NATCHITOCHES –  A pair of six-time Pro Bowl NFL linemen, New Orleans Saints’ offensive guard Jahri Evans and Buffalo Bills defensive tackle Kyle Williams, join the late Tony Robichaux, No. 1 on the wins list for state college baseball coaches, among a star-studded group of nine 2022 competitive ballot inductees chosen for the Louisiana Sports Hall of Fame.

The LSHOF Class of 2022 also includes two of the greatest women athletes in LSU history, three-time national champion gymnast Susan Jackson and two-time first-team All-America softball pitcher Britni Sneed Newman. Williams, who helped the Tigers’ football team win the 2003 national championship, is joined by another of LSU’s all-time great linemen, the late Eric Andolsek, and pro rodeo great Steve Duhon among the 2022 inductees.

Baton Rouge-Episcopal High School track and field/cross country coach Claney Duplechin enters the Hall next summer still active, with his boys cross country team aiming for its 26th consecutive state championship this fall among an astounding 63 LHSAA crowns EHS has claimed in his career. Rounding out the Class of 2022 is the late Dr. Eddie Flynn, who as a Loyola-New Orleans student won the 1932 Olympic welterweight boxing gold medal for the USA, the last gold medal for an American boxer for 20 years.

The Class of 2022 will be enshrined Saturday, June 25, at the Hall of Fame’s home in Natchitoches to culminate the 63nd Louisiana Sports Hall of Fame Induction Celebration June 23-25.

A 40-member Louisiana Sports Writers Association committee selected the 2022 inductees. The panel considered 139 nominees from 26 different sport categories on a 33-page ballot.

Also to be spotlighted next summer will be three other Hall of Fame inductees, the winner of the 2022 Dave Dixon Louisiana Sports Leadership Award, and two recipients of the 2022 Distinguished Service Award in Sports Journalism presented by the Louisiana Sports Writers Association, the parent organization of the Hall of Fame. Those inductees from contributor ballots will be announced later this year.

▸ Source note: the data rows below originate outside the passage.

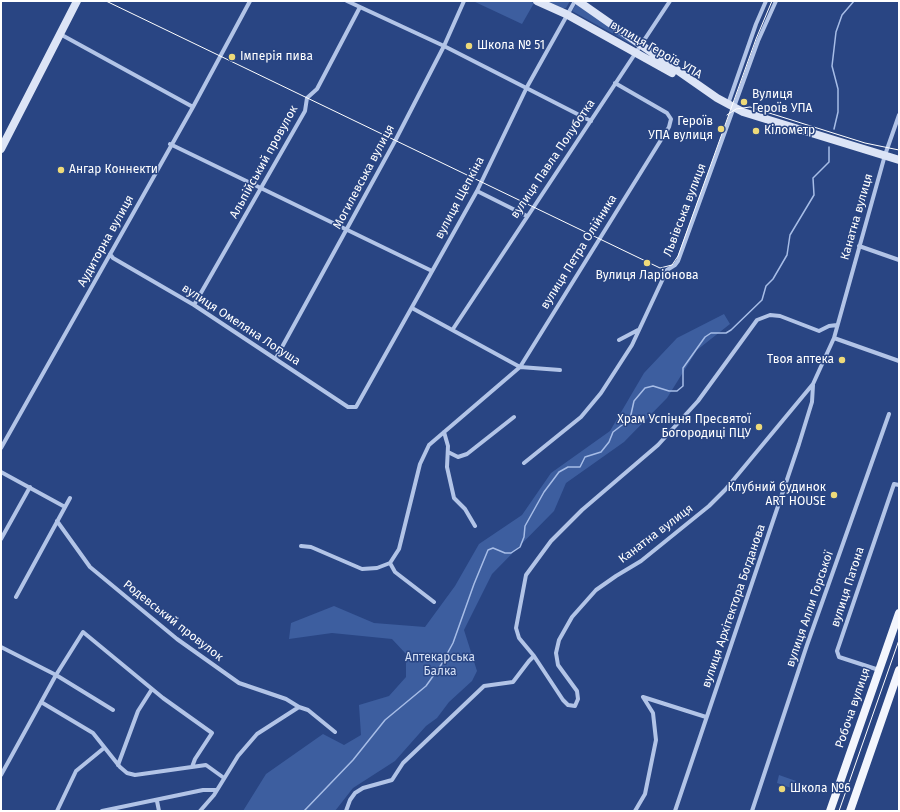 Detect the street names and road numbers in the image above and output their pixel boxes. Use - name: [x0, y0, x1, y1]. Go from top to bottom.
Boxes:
- street label: вулиця Героїв УПА: [608, 18, 704, 82]
- street label: вулиця Павла Полуботка: [508, 97, 598, 221]
- street label: Альпійський провулок: [227, 103, 301, 221]
- street label: Могилевська вулиця: [330, 122, 398, 232]
- street label: вулиця Щепкіна: [432, 154, 488, 242]
- street label: Львівська вулиця: [661, 161, 709, 259]
- street label: Канатна вулиця: [838, 172, 876, 262]
- street label: вулиця Петра Олійника: [538, 192, 620, 312]
- street label: Аудиторна вулиця: [75, 193, 137, 289]
- street label: вулиця Омеляна Логуша: [179, 281, 303, 369]
- street label: Канатна вулиця: [616, 501, 696, 567]
- street label: вулиця Архітектора Богданова: [699, 522, 769, 690]
- street label: вулиця Патона: [828, 545, 868, 629]
- street label: вулиця Алли Горської: [783, 549, 837, 669]
- street label: Родевський провулок: [120, 577, 226, 665]
- street label: Робоча вулиця: [833, 666, 873, 750] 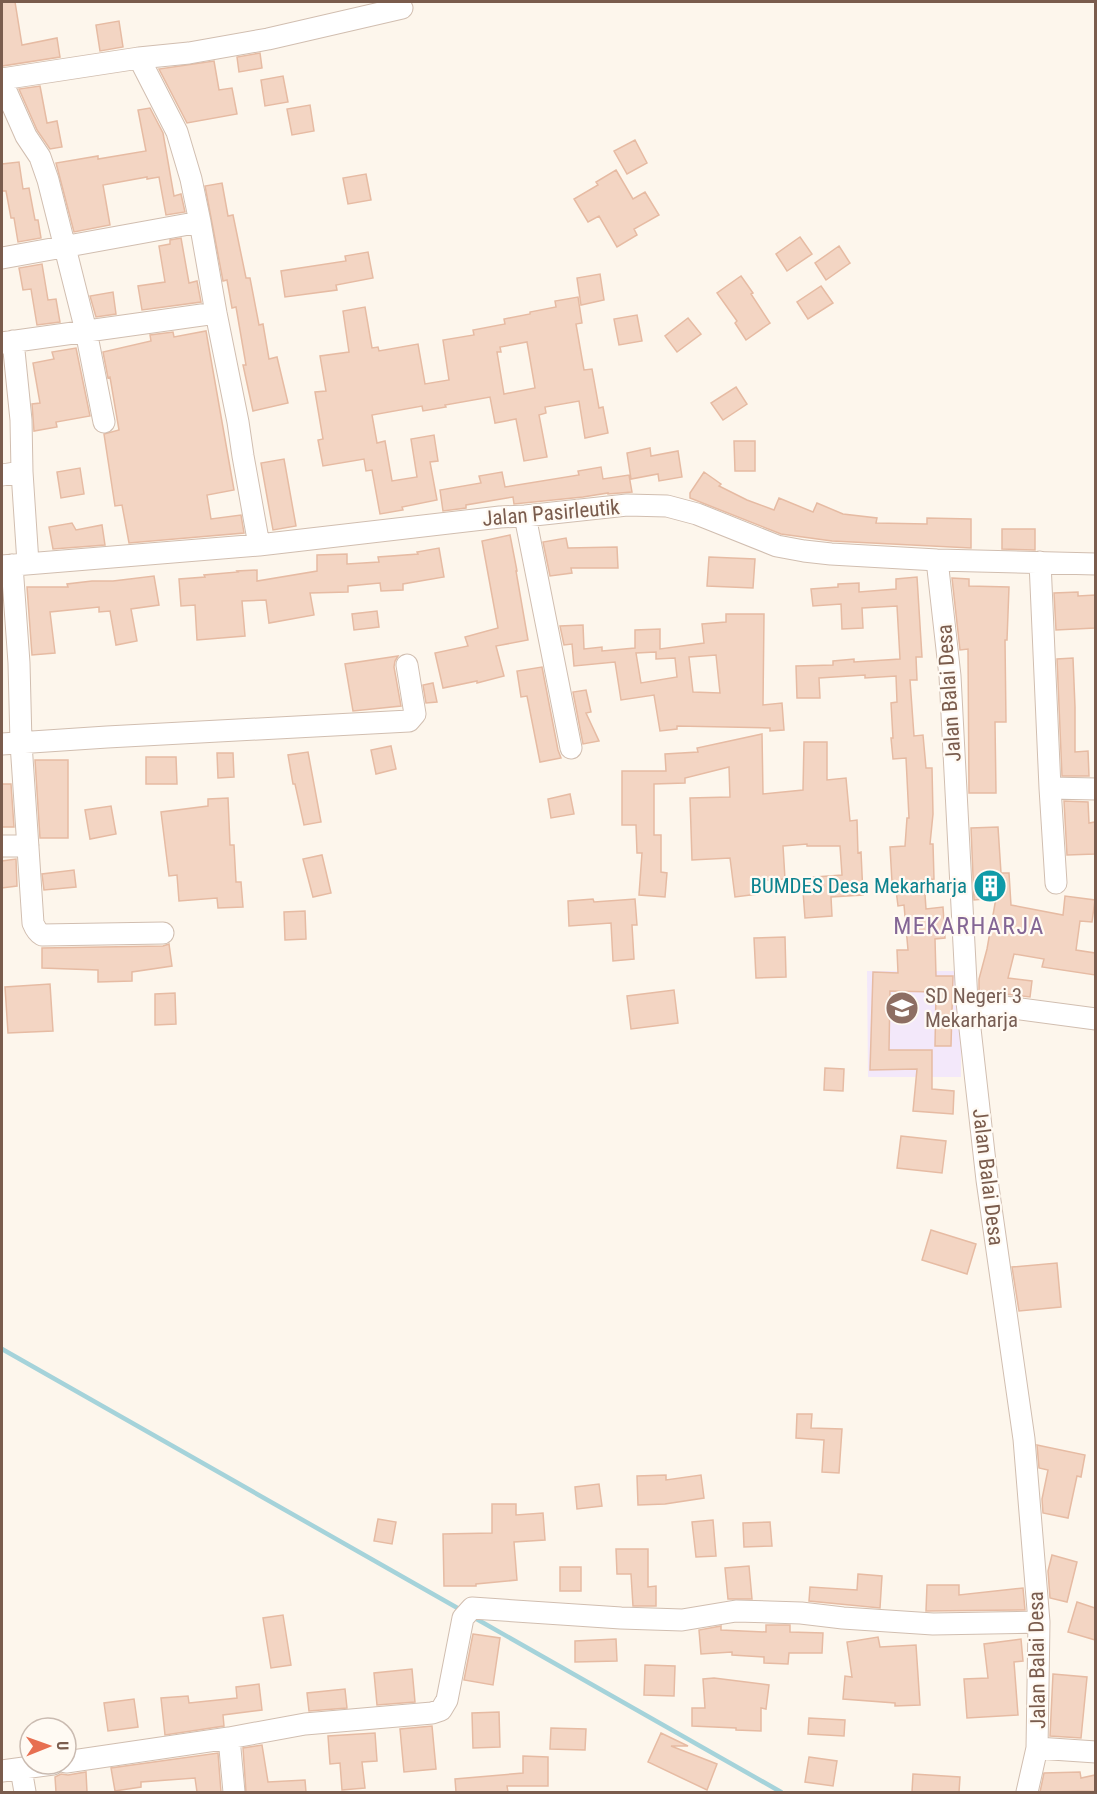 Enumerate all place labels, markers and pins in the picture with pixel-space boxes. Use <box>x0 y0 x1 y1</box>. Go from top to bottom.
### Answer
building icon: BUMDES Desa Mekarharja <box>972 868 1008 904</box>
place label: BUMDES Desa Mekarharja <box>750 874 967 898</box>
place label: SD Negeri 3 Mekarharja <box>925 984 1022 1032</box>
school or university icon: SD Negeri 3 Mekarharja <box>884 990 920 1026</box>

The complete 12-person Class of 2022 will swell the overall membership in the Hall of Fame to 468 men and women honored since its founding in 1958.

Evans arrived in the NFL as part of the Saints’ initial draft class under coach Sean Payton in 2006. The fourth-round pick from Division II Bloomburg (Pa.) helped the squad reach the NFC Championship game and made the All-Rookie Team. That launched a 12-year pro career, all but the last one in New Orleans. He began a string of six consecutive Pro Bowl selections in 2009 when he helped the Saints win Super Bowl XLIV. Evans started all 169 games he played for New Orleans and was chosen for the NFL’s All-Decade Team of the 2010s.

Williams, a Ruston native, played in 46 games and started 33 for LSU, earning second-team All-America honors in his senior season of 2005 before 13 NFL seasons, all in Buffalo. When he retired, regarded as one of the franchise’s greatest leaders and the “heart and soul” of the Bills, Williams ranked fifth in team history in tackles (610) including a club-record 48.5 sacks by a defensive tackle. He played in 183 games, starting all but five after being a fifth-round pick in the 2006 NFL Draft. At Ruston High, where he is now the Bearcats’ defensive coordinator, he was the state’s Class 5A Defensive MVP as a senior.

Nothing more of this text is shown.